Add -p, -e options in merge_zips for supporting par format.

Move __init__.py files population to merge_zips, and add options: -p, and
-e. Since par needs entry_point.txt to search the program entry point, so
add -e option to support it.

Test: ./merge_zips -p -e entry_point.txt out in1.zip in2.zip
Bug: 70568913
Change-Id: Ida10faf125e1b94dffc98b30240db3b90fd75b25
diff --git a/cmd/merge_zips/merge_zips.go b/cmd/merge_zips/merge_zips.go
index 556dad0..df04358 100644
--- a/cmd/merge_zips/merge_zips.go
+++ b/cmd/merge_zips/merge_zips.go
@@ -19,6 +19,7 @@
 	"flag"
 	"fmt"
 	"hash/crc32"
+	"io/ioutil"
 	"log"
 	"os"
 	"path/filepath"
@@ -56,11 +57,13 @@
 var (
 	sortEntries      = flag.Bool("s", false, "sort entries (defaults to the order from the input zip files)")
 	emulateJar       = flag.Bool("j", false, "sort zip entries using jar ordering (META-INF first)")
+	emulatePar       = flag.Bool("p", false, "merge zip entries based on par format")
 	stripDirs        fileList
 	stripFiles       fileList
 	zipsToNotStrip   = make(zipsToNotStripSet)
 	stripDirEntries  = flag.Bool("D", false, "strip directory entries from the output zip file")
 	manifest         = flag.String("m", "", "manifest file to insert in jar")
+	entrypoint       = flag.String("e", "", "par entrypoint file to insert in par")
 	ignoreDuplicates = flag.Bool("ignore-duplicates", false, "take each entry from the first zip it exists in and don't warn")
 )
 
@@ -72,7 +75,7 @@
 
 func main() {
 	flag.Usage = func() {
-		fmt.Fprintln(os.Stderr, "usage: merge_zips [-jsD] [-m manifest] output [inputs...]")

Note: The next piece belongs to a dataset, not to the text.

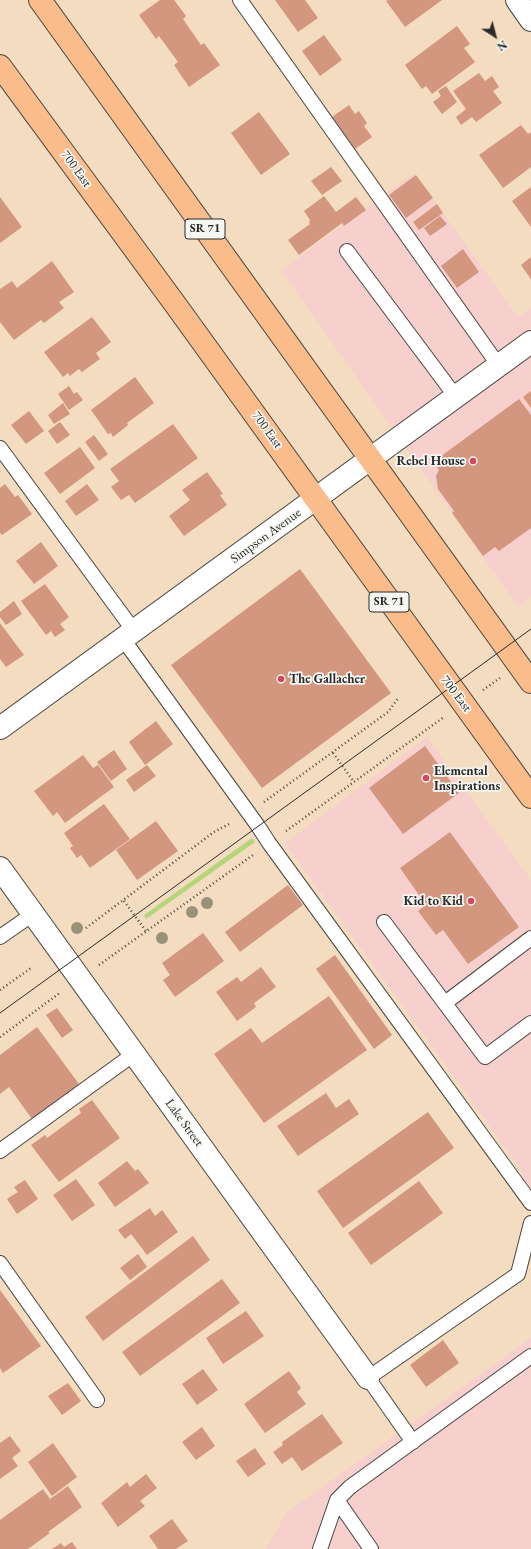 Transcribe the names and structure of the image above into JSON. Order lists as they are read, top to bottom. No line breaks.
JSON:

+		fmt.Fprintln(os.Stderr, "usage: merge_zips [-jpsD] [-m manifest] [-e entrypoint] output [inputs...]")
 		flag.PrintDefaults()
 	}
 
@@ -118,8 +121,13 @@
 		log.Fatal(errors.New("must specify -j when specifying a manifest via -m"))
 	}
 
+	if *entrypoint != "" && !*emulatePar {
+		log.Fatal(errors.New("must specify -p when specifying a entrypoint via -e"))
+	}
+
 	// do merge
-	err = mergeZips(readers, writer, *manifest, *sortEntries, *emulateJar, *stripDirEntries, *ignoreDuplicates)
+	err = mergeZips(readers, writer, *manifest, *entrypoint, *sortEntries, *emulateJar, *emulatePar,
+		*stripDirEntries, *ignoreDuplicates)
 	if err != nil {
 		log.Fatal(err)
 	}
@@ -210,8 +218,8 @@
 	source zipSource
 }
 
-func mergeZips(readers []namedZipReader, writer *zip.Writer, manifest string,
-	sortEntries, emulateJar, stripDirEntries, ignoreDuplicates bool) error {
+func mergeZips(readers []namedZipReader, writer *zip.Writer, manifest, entrypoint string,
+	sortEntries, emulateJar, emulatePar, stripDirEntries, ignoreDuplicates bool) error {
 
 	sourceByDest := make(map[string]zipSource, 0)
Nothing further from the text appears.